In short: It sucks so bad it's virtually unusable.
I don't understand why i got downvoted ao badly. I didnt say anything about his blog or material in his blog, i just couldn't read/navigate his blog in my phone. The template was a total disaster
Might be true for people who know what they're doing. However I've seen a decrease in the number of toolbars installed in my mom's computer since I've installed an antivirus.
Most people forget the malware on hacked website. Browsers won't give you a warning. (OK. Chrome will show you a RED screen but not for all) They need not hack into your system. But they collected your login info, credit card. I even want to install one on my MacOS.
MS AV still too slow at the moment. In Windows 10, you could turn on Defender to run both AV at the same time.
And consider that I, a highly technical and security conscious software developer, only noticed it because I saw green icons appearing in my search results and then noticed that Google's SSL certificate is now a fake. And I only noticed it because I know how this shit works and those green icons seemed suspicious.

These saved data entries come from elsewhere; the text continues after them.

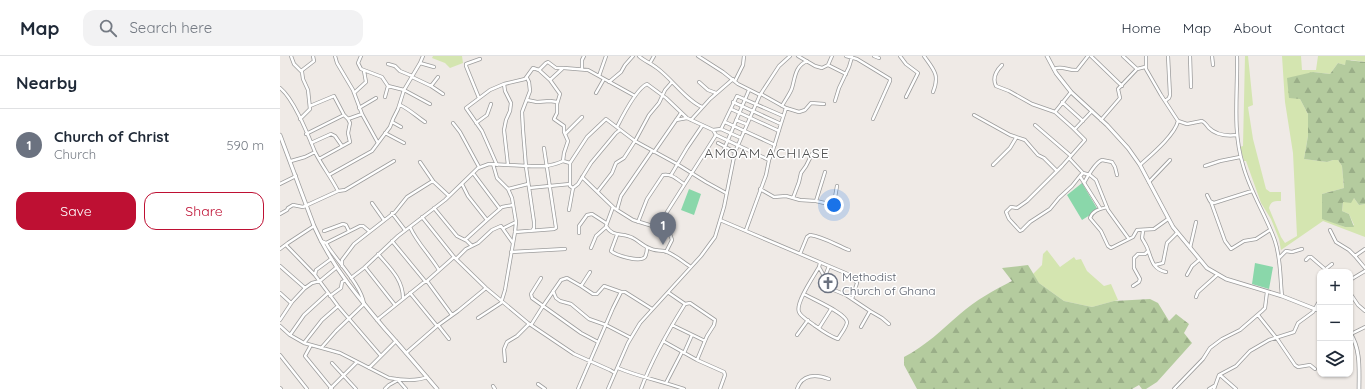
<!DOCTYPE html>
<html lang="en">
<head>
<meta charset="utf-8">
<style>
	body { margin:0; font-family:Quicksand,sans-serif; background:#f2f2f3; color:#1f2937 }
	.controls { position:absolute; right:12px; bottom:12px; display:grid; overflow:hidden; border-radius:8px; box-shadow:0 1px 3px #0004 }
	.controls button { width:36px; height:36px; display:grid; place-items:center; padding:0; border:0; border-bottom:1px solid #e0e1e3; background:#fff; color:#1f2937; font:20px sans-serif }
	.you { position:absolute; left:554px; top:149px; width:14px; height:14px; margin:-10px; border:3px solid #fff; border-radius:50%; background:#1a73e8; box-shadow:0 0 0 6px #1a73e833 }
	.badge { display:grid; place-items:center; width:26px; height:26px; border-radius:50%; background:#be1033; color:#fff; font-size:13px; font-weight:700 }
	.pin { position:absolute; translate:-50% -33px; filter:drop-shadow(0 1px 2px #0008) }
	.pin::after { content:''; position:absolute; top:21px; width:14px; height:12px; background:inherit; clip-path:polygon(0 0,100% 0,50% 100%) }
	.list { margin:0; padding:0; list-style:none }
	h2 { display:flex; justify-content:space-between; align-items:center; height:52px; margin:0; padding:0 16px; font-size:17px }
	h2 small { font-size:13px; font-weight:400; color:#747a83 }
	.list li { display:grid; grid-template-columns:26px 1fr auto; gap:12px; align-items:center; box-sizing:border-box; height:72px; padding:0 16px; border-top:1px solid #e0e1e3 }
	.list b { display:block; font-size:15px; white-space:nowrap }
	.list p { margin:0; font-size:13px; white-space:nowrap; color:#747a83 }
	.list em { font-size:13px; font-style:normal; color:#747a83 }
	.actions { display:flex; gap:8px; padding:12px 16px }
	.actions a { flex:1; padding:9px 0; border:1px solid #be1033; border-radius:12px; text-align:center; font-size:14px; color:#be1033 }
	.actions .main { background:#be1033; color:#fff }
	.icon { flex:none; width:22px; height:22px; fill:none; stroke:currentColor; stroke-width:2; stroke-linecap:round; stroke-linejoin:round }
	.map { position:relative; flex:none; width:1085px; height:333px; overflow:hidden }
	header { display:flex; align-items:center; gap:24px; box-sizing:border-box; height:56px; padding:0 20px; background:#fff; border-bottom:1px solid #e0e1e3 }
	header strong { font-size:19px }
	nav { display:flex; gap:22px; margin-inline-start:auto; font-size:14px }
	.search { width:280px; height:36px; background:#f2f2f3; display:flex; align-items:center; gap:10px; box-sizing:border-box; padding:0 14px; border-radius:12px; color:#747a83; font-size:15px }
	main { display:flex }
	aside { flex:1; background:#fff }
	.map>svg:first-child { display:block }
</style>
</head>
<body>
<header>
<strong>Map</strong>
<div class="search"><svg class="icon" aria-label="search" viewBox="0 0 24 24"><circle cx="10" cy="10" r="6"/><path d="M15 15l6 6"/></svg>Search here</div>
<nav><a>Home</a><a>Map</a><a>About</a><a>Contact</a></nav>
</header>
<main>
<aside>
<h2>Nearby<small></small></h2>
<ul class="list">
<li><span class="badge" style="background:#6b7280">1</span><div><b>Church of Christ</b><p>Church</p></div><em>590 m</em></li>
</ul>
<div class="actions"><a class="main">Save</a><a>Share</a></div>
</aside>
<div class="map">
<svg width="1085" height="333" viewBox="0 0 1085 333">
	<defs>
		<pattern id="forest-firs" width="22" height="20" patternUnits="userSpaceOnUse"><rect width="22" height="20" fill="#b4cb9e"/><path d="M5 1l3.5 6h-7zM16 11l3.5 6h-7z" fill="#9aae88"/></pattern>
	</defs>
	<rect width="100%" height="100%" fill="#efeae6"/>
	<path fill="#d4e5b0" d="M153 0H182L183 7 170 12 165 7 152 2Z
		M965 0H968L973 49 968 51 973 83 986 133 990 136H1001V145C994 145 991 145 989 152L1001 181 1005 187 1017 180 1013 97 1005 46 1002 0H1021L1022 14H1036L1038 0H1085V6L1071 4 1065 9 1058 7 1050 18 1033 16 1020 43 1028 58V80L1024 103 1047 106 1053 104H1058L1062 110 1064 132 1042 138V162L1065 171 1074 169 1069 158 1062 155 1063 146 1074 142 1079 149 1085 148V181L1043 165 1001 194 999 183 991 163 981 147 966 105H964L960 91 963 90Z
		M767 194 780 211 794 201 796 204 801 203 807 215 824 230 831 228 838 244 812 251 784 245 759 227 753 218 762 209 763 198Z"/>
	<path fill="url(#forest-firs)" d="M1066 4 1085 6V148L1079 149 1074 142 1071 147 1063 146 1062 155 1069 158 1074 171H1065L1042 163V138L1064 132 1062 110 1058 104H1053L1047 106 1024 103 1028 80V58L1020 43 1009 42 1007 22 1033 16 1050 18 1058 7 1065 9Z
		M748 209 759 227 784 245 812 251 834 245 870 243 878 247 889 265 896 258 909 268 904 277 912 287 877 326 866 333H862L859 329 852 333H637L624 309V301C647 289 660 275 680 258 696 244 714 234 732 225L722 212Z"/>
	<path fill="#8ad7aa" d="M802 127 818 154 802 164 787 139Z
		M409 133 421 138 414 159 401 154Z
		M975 207 993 211 989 233 972 228Z"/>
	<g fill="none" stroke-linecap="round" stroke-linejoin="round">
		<defs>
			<path id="minor" d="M11 0 14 8 22 16 23 23 28 34 30 53 20 63
				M81 0 78 7 81 13 102 21 108 30 124 34 150 48
				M359 0C364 5 371 7 377 12 392 23 406 44 422 51
				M418 0 443 16 458 28 480 39
				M518 0 535 10 542 12 548 9 552 0
				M566 0 577 3 610 23V25L593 63
				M594 0 599 2
				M620 0 626 8 638 17 626 41
				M644 0C654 14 660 19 653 36
				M811 0 842 30
				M843 0 857 13
				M910 0 911 31
				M932 0 933 9
				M957 0C958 37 952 74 963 109 970 136 986 159 995 185 1001 203 1000 222 1002 240
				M140 7 143 0
				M370 7 374 0
				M108 8 115 10 120 15 132 20
				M548 9 566 18
				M722 9C716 15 712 22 716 30L729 35 752 48 775 56 793 72 805 84 782 110 747 145 737 152 731 151 726 156 729 163 740 175 742 174 750 166 770 153 779 142 792 130 800 120
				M302 13V4L304 0
				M774 13C782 9 788 15 797 14L808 0
				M259 14 266 7 268 6 276 12H284L308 14 355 40
				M21 15 34 5 33 0
				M319 20 326 0
				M132 21 151 30 163 38
				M247 22 249 26 250 35 242 56 243 74 246 111 254 166V172L252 175
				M270 24 280 38 277 48V57L274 63 284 70V76L288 85 284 97 283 105
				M455 25 463 9 464 0
				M329 26 341 16 345 9 353 0
				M419 26 428 34 436 37
				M151 30 158 21
				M0 32C14 43 28 79 35 96
				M74 37 86 26 84 15
				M316 37 324 23
				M481 38 506 52 519 56 525 54 531 47 544 48
				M105 41 108 30
				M199 42 186 10V8L200 3
				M247 44 257 46 270 45 277 46
				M555 45 559 32 569 11 572 1
				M885 45 889 42 890 39 888 0
				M453 46 501 68
				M782 46 803 65
				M120 49C129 53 136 60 145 66
				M30 50 54 40 64 59
				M502 50C505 44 510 38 512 32 515 22 515 10 527 5
				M79 52 96 42
				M451 53 499 75
				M775 56 791 36
				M82 58 98 87
				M694 59 730 79 745 84 758 99 764 102 777 115
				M396 64 407 62
				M411 64 430 43 453 23
				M456 64 466 68
				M821 64 840 42 838 33 857 13 865 11
				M898 65 907 68 922 65C926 67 926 69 929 72 936 79 948 80 957 79
				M112 66 121 71
				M445 66 495 89
				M173 67 180 76 199 111
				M196 67 207 59 211 48
				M755 69 791 100
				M337 71C343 59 356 33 367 28L386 42 407 62 433 74 436 79 489 104
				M441 73 461 82
				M795 73 812 55
				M340 74 336 77 311 107 298 128 293 132 290 130V107L307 81 326 63 355 85 397 108 426 126 446 137
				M433 74 441 73 457 40 503 60
				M105 77 124 87
				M26 78 64 59 68 63 82 58 73 34 57 7 55 0
				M285 78 302 61
				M31 87 51 78 55 80 62 90
				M438 87 455 96
				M372 95 341 140 337 154 333 151 326 170C333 182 343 176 353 182 359 185 363 190 369 192 374 195 378 194 384 195 393 197 403 206 411 211
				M374 96 401 57
				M442 98 469 34
				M789 102 803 117 810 119 816 124 828 154 849 183
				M39 103 70 86 68 77 70 67 68 63
				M11 105 25 101 35 96C42 110 51 121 58 135
				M140 106 153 125
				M217 109 202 75 186 52 210 34 224 28
				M228 109C248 109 264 114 283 105L290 107
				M713 109 730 92 736 82
				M860 109C871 99 895 79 898 65L881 39 866 13V0
				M925 110 940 105 960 101
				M193 117 220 153
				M803 117 800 120 801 122 820 152
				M49 119 92 95 110 71 113 63 118 53 124 34 140 7 154 11
				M391 119 407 92 422 70
				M302 121 333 151
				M869 126 890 104
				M804 127C807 121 816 106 822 104L832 106 835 111 837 119
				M0 128 16 120
				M182 128 188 140 207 164 185 184
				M249 132 290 128
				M228 133 248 128
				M480 133 494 141 506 140 520 144 536 145 553 149 554 147 557 130
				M318 135 332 117 336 107 344 102 355 85 369 59 379 47 385 34 392 26
				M927 139 930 145 934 147 972 135
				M513 142 519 126 521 117 526 110 532 98
				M536 145 545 116
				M931 146 945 185 951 193 964 185 976 183 990 174
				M92 147 104 164
				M827 151C820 153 813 154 810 162L821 175 828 190 831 192 853 181 857 174 874 173 888 163
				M154 152 177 180 187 185 192 190
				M289 154 293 132
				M337 154 353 164 379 172 390 178 392 184 386 196
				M112 157 125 174
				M0 158 7 154 8 152 13 149 23 151 58 135 65 134 114 105
				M142 161 174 201 206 232 248 267 294 298 330 314 335 317
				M207 164 222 151 233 149
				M440 164 570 219 577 227 572 243
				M358 166 367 143 383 119C391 117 398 124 404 128
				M130 171C137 187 150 199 159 214
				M224 172 236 166
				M379 172 387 156 436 79
				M466 174 486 119 489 104 493 94 500 71 506 52
				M1050 174 1056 186 1069 194 1075 200
				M44 175 63 168 66 169 69 175
				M863 175 862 182C864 186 867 190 868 194 872 205 873 213 886 216
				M235 176 274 173 276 172 264 92
				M299 177V170L307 159 312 158 326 167
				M337 179 331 195C335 199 360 207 365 201 366 199 367 194 367 192
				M41 185 46 187 49 192C59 207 82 231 84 248L56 275 42 291
				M112 185 145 225
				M46 187 80 170H83L89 175
				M6 189 35 219
				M311 192 316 180 326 171
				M910 192 916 166
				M0 193 8 187 34 170
				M1085 193 1075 200 1085 212
				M231 196 285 193
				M98 198C109 211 123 223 123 242
				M520 198 527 181 530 179C544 181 556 189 569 194
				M999 202 1006 195 1012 196 1022 193
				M51 203 36 214 35 219 58 250 101 300
				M176 203 186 193 198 187 212 174 221 170 233 187
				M1026 204 1029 201H1031L1046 214
				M875 209 883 207 887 187 897 177
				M0 210 25 232
				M62 210V204L74 188 115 156 127 141 151 126H154L169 140
				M549 210 544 223V230L566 239 590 255 581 271
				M85 211 115 249
				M539 211 544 220
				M310 216 301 230 313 238H317L324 230 341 236
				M1045 216 1047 212 1052 208
				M907 219 912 210 919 204
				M71 222 84 212 118 180 165 144 198 112 209 108 228 109 224 74 226 64 230 55 231 47 225 35 224 28 245 23 253 12 259 14 270 24 282 13
				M261 222 251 238 252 242 301 277 318 286
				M1070 224 1085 215
				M147 225 172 259
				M853 230 859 226 860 223 854 212V202L858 198H865L868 195
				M273 235 276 242 280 245 291 248 309 263 326 269 351 282
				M0 237 11 247
				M130 237 157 270 178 255 206 232
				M1070 237 1078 249 1085 255
				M524 238C532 243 566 257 567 266 567 271 560 279 558 283 549 280 541 274 534 269 529 265 521 261 519 256 515 247 534 220 539 211L540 207
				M50 240 61 232 62 226 66 224
				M916 241 918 236 937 219
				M405 248 410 247 435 264 434 269 427 280 417 304
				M590 255 602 262 609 268
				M978 259 998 284 1015 309 1018 311 1030 309 1035 313
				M198 262 221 247 225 234 235 176 236 166 232 142 228 133 217 122 213 108
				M0 264 12 246 25 232 32 227 40 225 57 211
				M97 264 143 227 147 225 174 201
				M158 269 169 283
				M251 269 263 250 281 224 287 222 301 230
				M392 269 425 285
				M0 270 10 279 24 287 60 297 109 322C121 324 136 326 147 321
				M539 272 551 253
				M1071 278 1085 271
				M10 279 24 259 48 237
				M517 279 528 264
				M383 285 417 304 444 316 445 319 440 333
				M24 287 42 264 58 250
				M31 289 25 300 52 333
				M126 297 157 270
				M404 297 412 279
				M0 299 27 333
				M225 305 224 293 227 286 237 280 249 268
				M52 307 76 333
				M89 312 116 285
				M338 312C359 321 382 325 404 333
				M940 319 956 333
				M386 327 402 296
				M258 328 265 333
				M213 330 215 333
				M0 332 1 333
				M50 333 77 306
				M105 333 109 329 118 324 126 333
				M298 333 333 252 341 236H345L372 253
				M328 333 348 287 360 267 421 200 435 181 444 151 455 96 480 39 499 10 510 0
				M361 333C372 303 388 275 405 248L389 237
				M517 333C522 318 536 318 549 323
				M894 333 923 303 930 292 942 283 960 274 982 255 985 252 987 236
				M929 333 934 330
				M934 333 939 319 956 310 970 295 989 284 1014 276 1018 267 1033 256 1040 244"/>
			<path id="tertiary" d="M767 0 776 17 791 36 827 69 848 92 860 109 893 171 927 212 946 223 1002 240 1040 255
				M0 79 34 170C51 209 78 241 105 273 123 293 140 313 157 333
				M1070 277C1081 293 1079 314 1079 333"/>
		</defs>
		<use href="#minor" stroke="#9c9c9c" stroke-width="4"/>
		<use href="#tertiary" stroke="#9c9c9c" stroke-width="4.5"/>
		<use href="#minor" stroke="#fff" stroke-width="2.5"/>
		<use href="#tertiary" stroke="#fff" stroke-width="3"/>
	</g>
	<defs>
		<symbol id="church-ring" viewBox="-11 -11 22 22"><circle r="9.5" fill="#fff" stroke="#6b7280" stroke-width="1.5"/><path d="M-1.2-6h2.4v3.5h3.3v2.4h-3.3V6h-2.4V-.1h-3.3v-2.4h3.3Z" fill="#6b7280"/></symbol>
	</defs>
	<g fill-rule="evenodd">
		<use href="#church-ring" x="537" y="216" width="22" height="22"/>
	</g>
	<g text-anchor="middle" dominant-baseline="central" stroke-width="3" stroke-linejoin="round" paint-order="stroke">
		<g font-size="12" fill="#5b616d" stroke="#fff" text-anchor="start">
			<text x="562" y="220">Methodist<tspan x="562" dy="14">Church of Ghana</tspan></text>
		</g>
		<g font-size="14" letter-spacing="1" fill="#525252" stroke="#fff">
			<text x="487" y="97">AMOAM ACHIASE</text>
		</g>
	</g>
</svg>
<div class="controls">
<button>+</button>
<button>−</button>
<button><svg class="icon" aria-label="layers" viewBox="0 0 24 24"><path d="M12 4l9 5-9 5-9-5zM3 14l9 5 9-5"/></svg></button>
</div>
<div class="you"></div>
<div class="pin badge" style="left:383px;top:189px;background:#6b7280">1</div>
</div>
</main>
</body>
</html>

And yes, I'm using the word "fake", because I doubt that companies like Bitdefender have to pass the same certifications as a certificate authority or that they have any deals whatsoever with Google. And it's a serious vulnerability, because their certificate can get stolen and used by malicious software, not to mention you now have to trust a third-party with all of your secure connections, which includes your Google searches exposing your most secret desires, your Facebook and Slack chats, your bank account, everything. A third-party that does not have the scrutiny of your open-source web browser.
That's just preposterous and these products only survive because users are gullible and technically illiterate.